Выбрать главу

Кто предложил пьесу в репертуар? Завлит? Директор? Режиссер? Да, тогда у них еще был главный, он предложил, завлит поддержал, явился автор с рукописью, устроили читку, читал сам автор, стараясь делать это как можно более артистично, чем окончательно испортил впечатление, но для них это было событие: по правде говоря, не так часто до сих пор случалось, чтобы автор сам читал пьесу, и хотя, кажется, уже после первой картины выяснилось, что к чему в этой драме, они все равно старались скрыть разочарование, скуку и усталость, поглядывая на часы, обменивались тихими репликами, по очереди садились у печки, чтобы выкурить сигаретку, пуская дым в открытую дверцу, и дослушали-таки до конца; лицо у автора раскраснелось — он ничего не скрывал, ни надежды и желания услышать похвалы, ни готовности сделать что угодно, только бы театр принял его работу. Как она тогда говорила, что говорила? Кажется, то же, что и все другие члены худсовета, — повторяла мысль, которую подбросил им завлит, выступивший первым: дескать, с автором еще будут работать, но пьеса стоит внимания, в ней поставлена проблема, вырисовываются характеры, да и, в конце концов, это их обязанность — искать новые имена, автор до сих пор занимался преподавательским трудом, но вот отважился создать пьесу, и было бы очень нехорошо с их стороны, если б они показали автору на дверь, поскольку он, автор, проявил к ним — к театру — доверие и не прошел мимо; доверие надо уважать и нельзя убивать в зародыше.

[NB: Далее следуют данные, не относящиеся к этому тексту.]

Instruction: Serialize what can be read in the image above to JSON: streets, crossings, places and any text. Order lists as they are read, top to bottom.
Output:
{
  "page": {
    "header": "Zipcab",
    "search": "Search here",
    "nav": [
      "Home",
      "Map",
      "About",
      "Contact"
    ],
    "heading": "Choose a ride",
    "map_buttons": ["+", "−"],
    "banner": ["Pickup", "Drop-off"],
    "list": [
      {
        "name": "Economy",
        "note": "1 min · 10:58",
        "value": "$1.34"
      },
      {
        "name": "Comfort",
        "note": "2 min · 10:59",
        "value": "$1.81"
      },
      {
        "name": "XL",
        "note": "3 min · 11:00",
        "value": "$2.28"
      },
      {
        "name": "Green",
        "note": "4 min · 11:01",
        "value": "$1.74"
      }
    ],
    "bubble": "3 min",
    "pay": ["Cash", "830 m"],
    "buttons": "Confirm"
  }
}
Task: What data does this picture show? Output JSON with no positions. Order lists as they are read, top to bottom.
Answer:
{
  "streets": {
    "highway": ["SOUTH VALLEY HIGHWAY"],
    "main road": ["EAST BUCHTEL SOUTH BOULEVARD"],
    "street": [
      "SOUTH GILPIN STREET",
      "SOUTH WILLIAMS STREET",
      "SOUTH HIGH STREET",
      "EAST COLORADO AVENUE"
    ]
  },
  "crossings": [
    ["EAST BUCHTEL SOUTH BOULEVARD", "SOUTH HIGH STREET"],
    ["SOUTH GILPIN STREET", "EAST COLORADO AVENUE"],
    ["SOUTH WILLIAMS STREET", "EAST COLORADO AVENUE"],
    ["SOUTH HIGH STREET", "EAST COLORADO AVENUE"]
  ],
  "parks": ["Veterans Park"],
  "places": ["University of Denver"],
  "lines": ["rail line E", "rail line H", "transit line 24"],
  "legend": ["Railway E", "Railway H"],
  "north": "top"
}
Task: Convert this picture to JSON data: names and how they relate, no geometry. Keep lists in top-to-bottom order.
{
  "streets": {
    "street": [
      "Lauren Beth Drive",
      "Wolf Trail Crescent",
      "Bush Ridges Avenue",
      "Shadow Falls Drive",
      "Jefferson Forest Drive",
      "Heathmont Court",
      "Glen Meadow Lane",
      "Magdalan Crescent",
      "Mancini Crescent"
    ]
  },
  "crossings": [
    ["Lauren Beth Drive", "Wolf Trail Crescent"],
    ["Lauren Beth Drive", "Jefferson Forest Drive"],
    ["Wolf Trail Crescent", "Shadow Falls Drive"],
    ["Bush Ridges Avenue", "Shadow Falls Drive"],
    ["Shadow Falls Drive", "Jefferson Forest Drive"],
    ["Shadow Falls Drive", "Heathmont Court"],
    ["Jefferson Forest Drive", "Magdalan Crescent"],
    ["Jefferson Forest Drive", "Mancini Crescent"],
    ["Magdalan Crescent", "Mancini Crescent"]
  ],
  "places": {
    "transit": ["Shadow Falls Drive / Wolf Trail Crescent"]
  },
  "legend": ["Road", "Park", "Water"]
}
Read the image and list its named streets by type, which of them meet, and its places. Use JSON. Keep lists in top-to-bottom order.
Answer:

А дело как раз в том и состояло, что надо было убить в зародыше. Худсовет отлично понимал это, и все же не убили, приняли — кто из сочувствия автору, кто из нежелания конфликтовать, — одним словом, у каждого были на то свои причины; не «убили», не «зарезали», приняли, а потом, когда остальные актеры недоуменно допытывались — откуда взялась эта «клюква»? — даже завлит пожимал плечами: а кто его знает, откуда, — взялась, да и все.

Автор скромно и деликатно сразу же после читки пригласил членов художественного совета на обед в ресторан, но она, например, не приняла приглашения — сгорела бы со стыда, очутившись в ресторане.

Программа ее творческого вечера составлена, а вот чего в программе нет, так это сцены из «Оптимального варианта», а также еще нескольких сцен из других спектаклей, в которых ей также не очень приятно выходить на суд зрителей: Стерницкая старалась отобрать наилучшие, с жестокой категоричностью говоря самой себе правду о собственных неудачах, и эта правда вовсе не казалась ей такой смешной. Парадоксы Шоу тоже не всегда оправданны.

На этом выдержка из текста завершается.